MNT Fix E721 linting issues to do type comparisons with is #29501

adrinjalali · 2024-07-16T11:03:14Z

Got these from a ruff check ., and hope they don't change anything.

github-actions · 2024-07-16T11:04:26Z

✔️ Linting Passed

All linting checks passed. Your pull request is in excellent shape! ☀️

_{Generated for commit: 3f4bdb8. Link to the linter CI: here}

jeremiedbb · 2024-07-17T09:10:17Z

Is that because you a more recent version of ruff than the min 0.2.1 ?
Latest is 0.5.2, maybe it's time to bump the min version.

glemaitre · 2024-07-25T08:36:25Z

sklearn/cluster/_optics.py

@@ -324,7 +324,7 @@ def fit(self, X, y=None):
            Returns a fitted instance of self.
        """
        dtype = bool if self.metric in PAIRWISE_BOOLEAN_FUNCTIONS else float
-        if dtype == bool and X.dtype != bool:
+        if dtype is bool and X.dtype != bool:


X.dtype is also a type. I would expect:

Suggested change

if dtype is bool and X.dtype != bool:

if dtype is bool and X.dtype is not bool:

glemaitre · 2024-07-25T08:36:45Z

sklearn/metrics/pairwise.py

@@ -2388,7 +2388,7 @@ def pairwise_distances(

        dtype = bool if metric in PAIRWISE_BOOLEAN_FUNCTIONS else "infer_float"

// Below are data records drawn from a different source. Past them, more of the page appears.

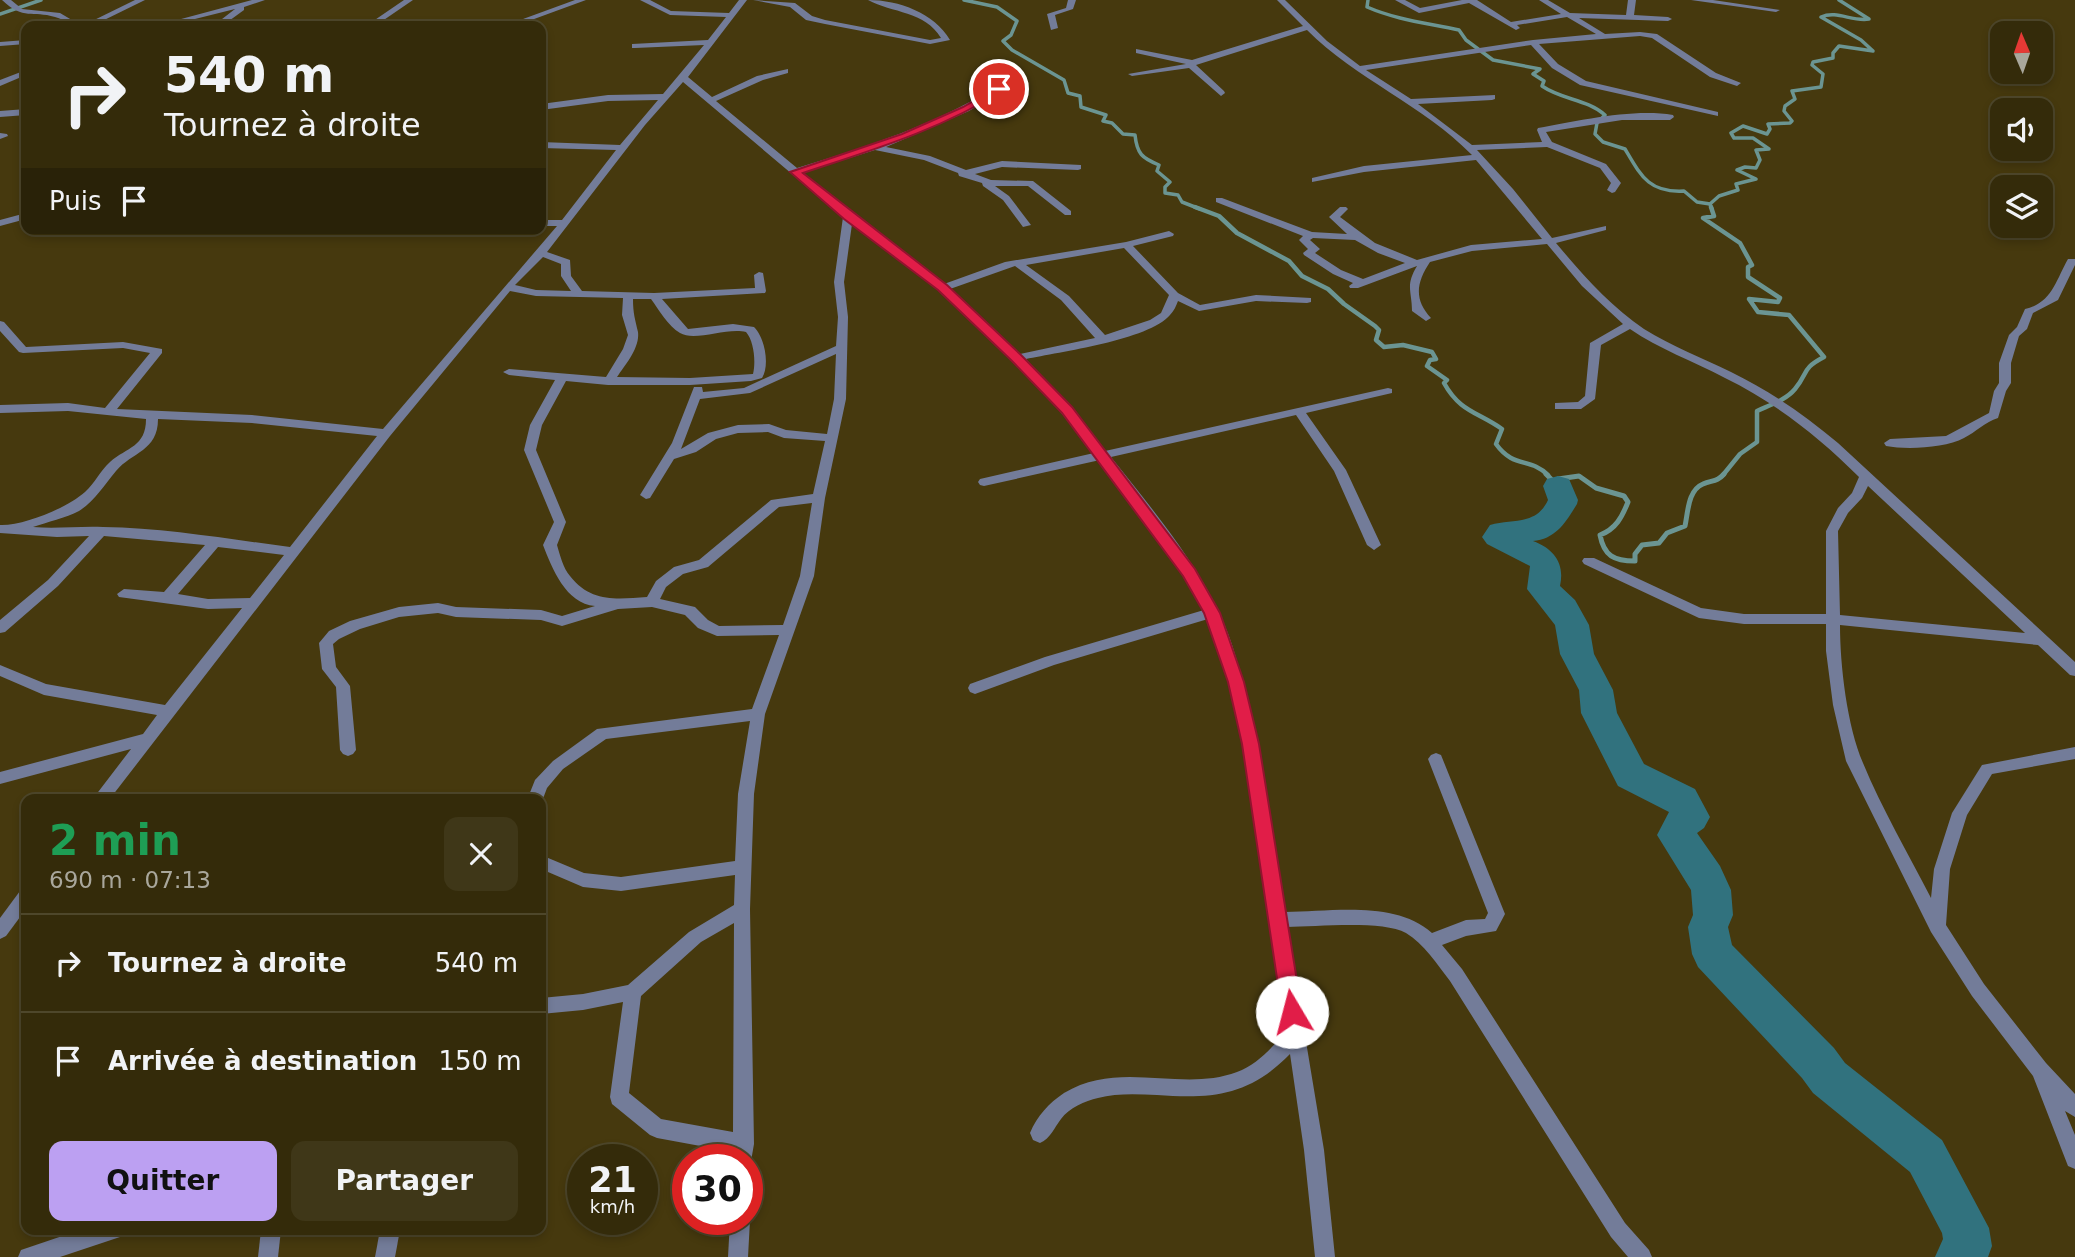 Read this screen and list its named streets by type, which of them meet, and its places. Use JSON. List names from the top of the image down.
{
  "north": "top",
  "page": {
    "turn": ["540 m", "Tournez à droite"],
    "then": "Puis",
    "heading": ["2 min", "690 m · 07:13"],
    "list": [
      {
        "name": "Tournez à droite",
        "value": "540 m"
      },
      {
        "name": "Arrivée à destination",
        "value": "150 m"
      }
    ],
    "buttons": ["Quitter", "Partager"],
    "speed": "21 km/h",
    "limit": "30"
  }
} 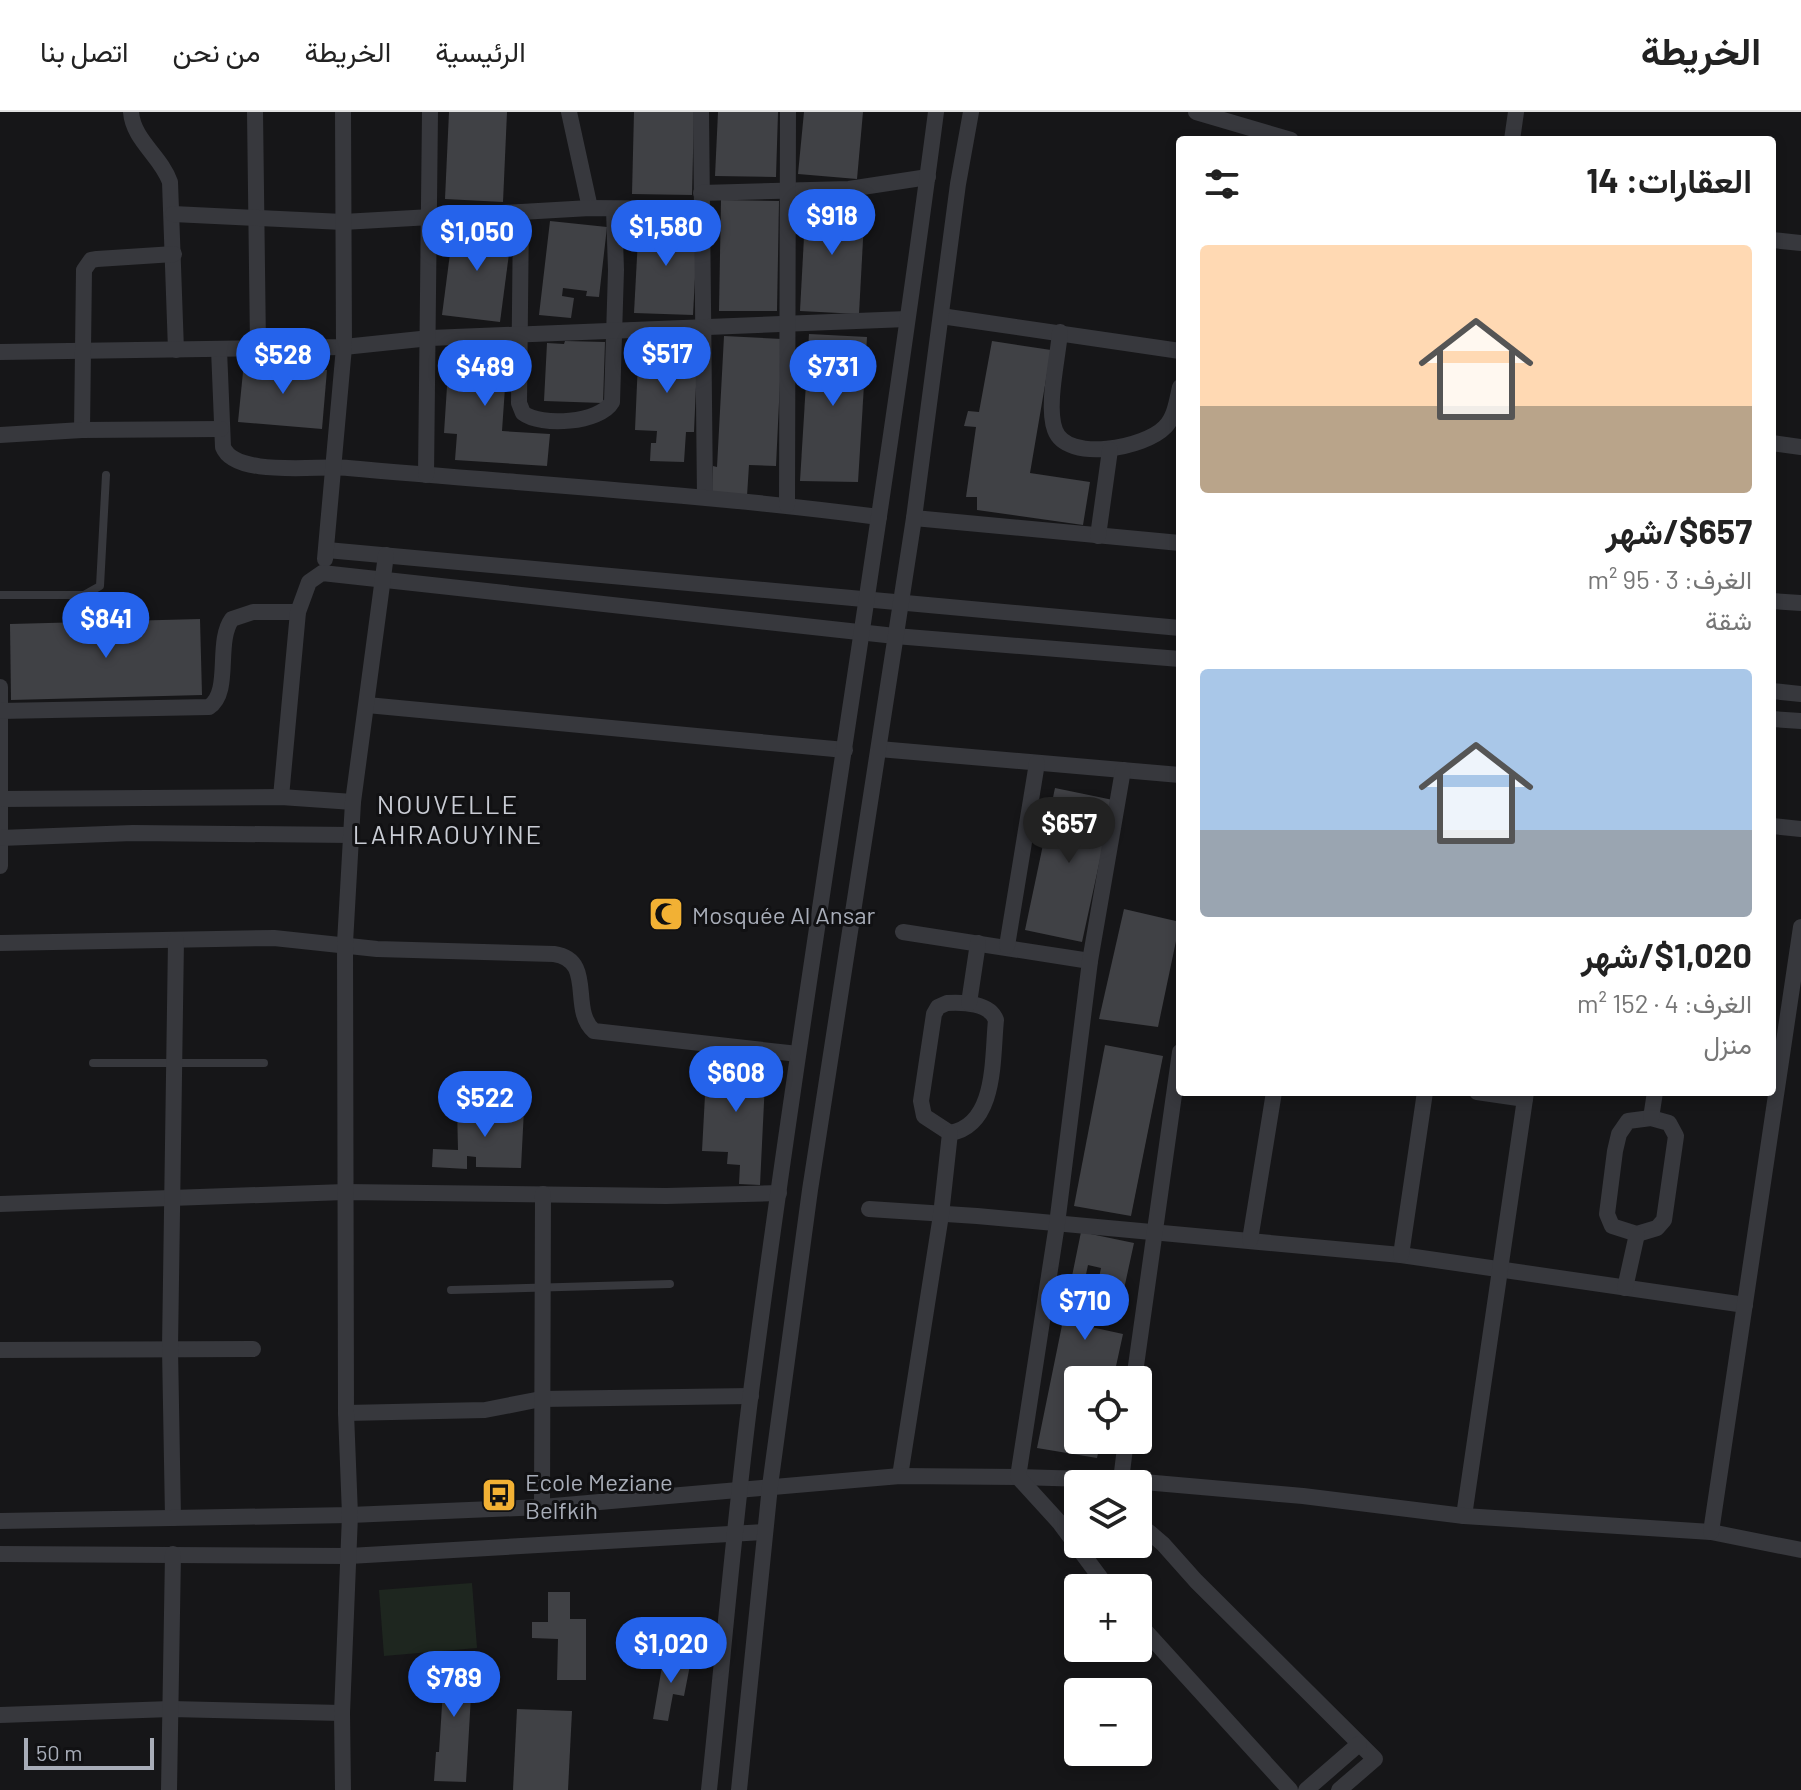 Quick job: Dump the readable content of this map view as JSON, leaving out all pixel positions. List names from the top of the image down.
{
  "districts": ["NOUVELLE LAHRAOUYINE"],
  "places": {
    "mosque": ["Mosquée Al Ansar"],
    "bus stop": ["Ecole Meziane Belfkih"]
  },
  "scale_bar": "50 m",
  "page": {
    "header": "الخريطة",
    "nav": [
      "الرئيسية",
      "الخريطة",
      "من نحن",
      "اتصل بنا"
    ],
    "heading": "العقارات: 14",
    "price": [
      "$918",
      "$1,580",
      "$1,050",
      "$517",
      "$528",
      "$489",
      "$731",
      "$841",
      "$657",
      "$608",
      "$522",
      "$710",
      "$1,020",
      "$789"
    ],
    "list": [
      {
        "name": "$657/شهر",
        "note": "الغرف: 3 · 95 m² · شقة"
      },
      {
        "name": "$1,020/شهر",
        "note": "الغرف: 4 · 152 m² · منزل"
      }
    ],
    "map_buttons": ["+", "−"],
    "scale": "50 m"
  }
} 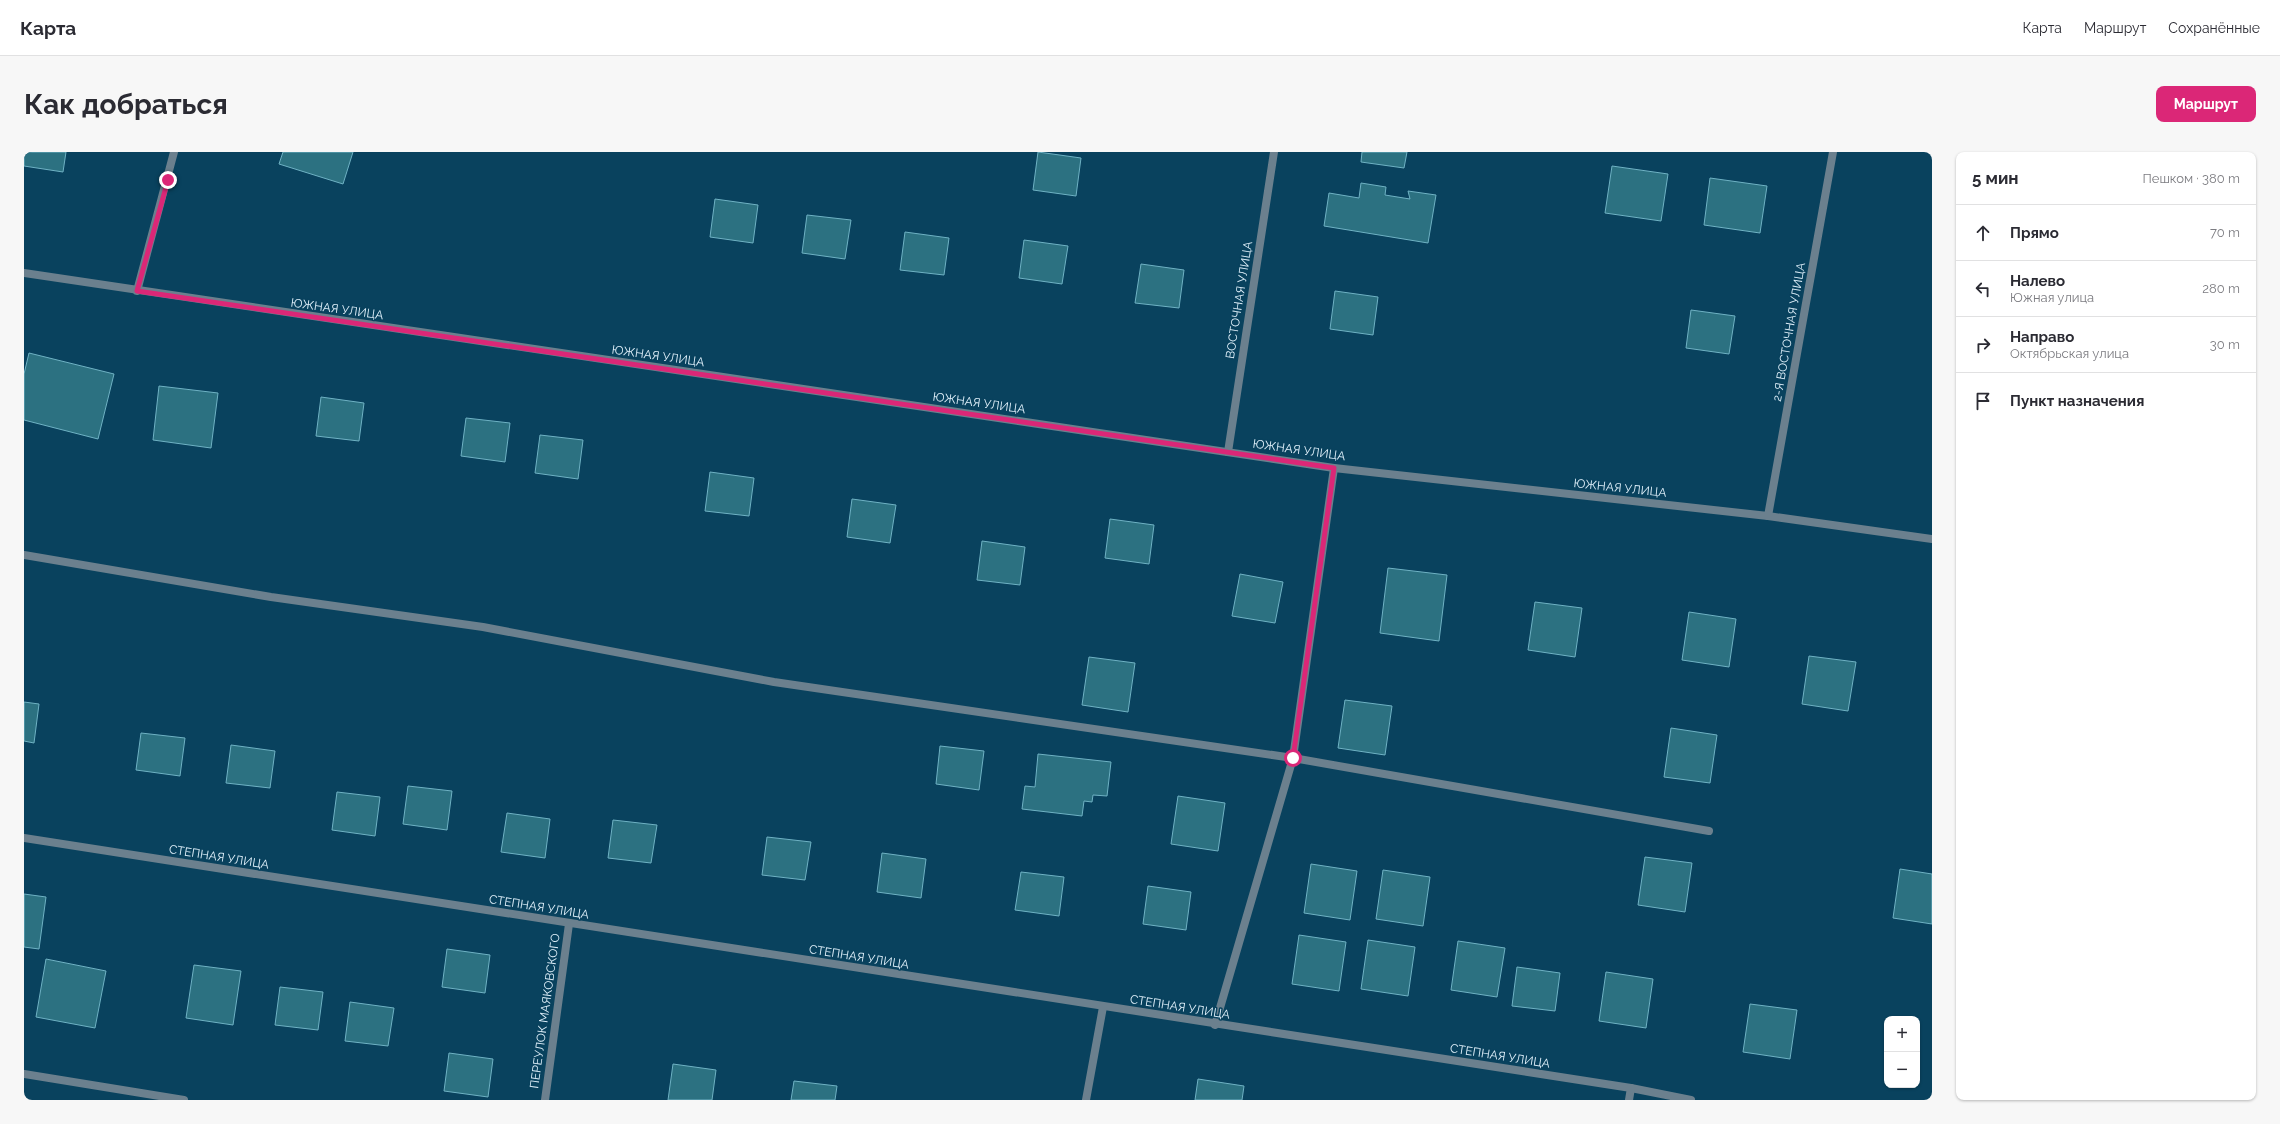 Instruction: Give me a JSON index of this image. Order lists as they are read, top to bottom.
{
  "streets": {
    "street": [
      "ВОСТОЧНАЯ УЛИЦА",
      "ЮЖНАЯ УЛИЦА",
      "2-Я ВОСТОЧНАЯ УЛИЦА",
      "СТЕПНАЯ УЛИЦА",
      "ПЕРЕУЛОК МАЯКОВСКОГО"
    ]
  },
  "crossings": [
    ["ВОСТОЧНАЯ УЛИЦА", "ЮЖНАЯ УЛИЦА"],
    ["ЮЖНАЯ УЛИЦА", "2-Я ВОСТОЧНАЯ УЛИЦА"],
    ["СТЕПНАЯ УЛИЦА", "ПЕРЕУЛОК МАЯКОВСКОГО"]
  ],
  "page": {
    "header": "Карта",
    "nav": ["Карта", "Маршрут", "Сохранённые"],
    "buttons": "Маршрут",
    "title": "Как добраться",
    "heading": ["5 мин", "Пешком · 380 m"],
    "list": [
      ["Прямо", "70 m"],
      ["Налево", "Южная улица", "280 m"],
      ["Направо", "Октябрьская улица", "30 m"],
      "Пункт назначения"
    ],
    "map_buttons": ["+", "−"]
  }
}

-        if dtype == bool and (X.dtype != bool or (Y is not None and Y.dtype != bool)):
+        if dtype is bool and (X.dtype != bool or (Y is not None and Y.dtype != bool)):


glemaitre · 2024-07-25T08:37:31Z

sklearn/model_selection/tests/test_validation.py

+            assert type(cv_results["test_r2"]) is np.ndarray
+            assert type(cv_results["test_neg_mean_squared_error"]) is np.ndarray
+            assert type(cv_results["fit_time"]) is np.ndarray
+            assert type(cv_results["score_time"]) is np.ndarray


It would be better to use isinstance here.

Suggested change

assert type(cv_results["test_r2"]) is np.ndarray

assert type(cv_results["test_neg_mean_squared_error"]) is np.ndarray

assert type(cv_results["fit_time"]) is np.ndarray

assert type(cv_results["score_time"]) is np.ndarray

assert isinstance(cv_results["test_r2"], np.ndarray)

assert isinstance(cv_results["test_neg_mean_squared_error"], np.ndarray)

assert isinstance(cv_results["fit_time"], np.ndarray)

assert isinstance(cv_results["score_time"], np.ndarray)

glemaitre · 2024-07-25T08:38:47Z

sklearn/utils/estimator_checks.py

@@ -1501,7 +1501,7 @@ def _apply_on_subsets(func, X):
    result_by_batch = [func(batch.reshape(1, n_features)) for batch in X]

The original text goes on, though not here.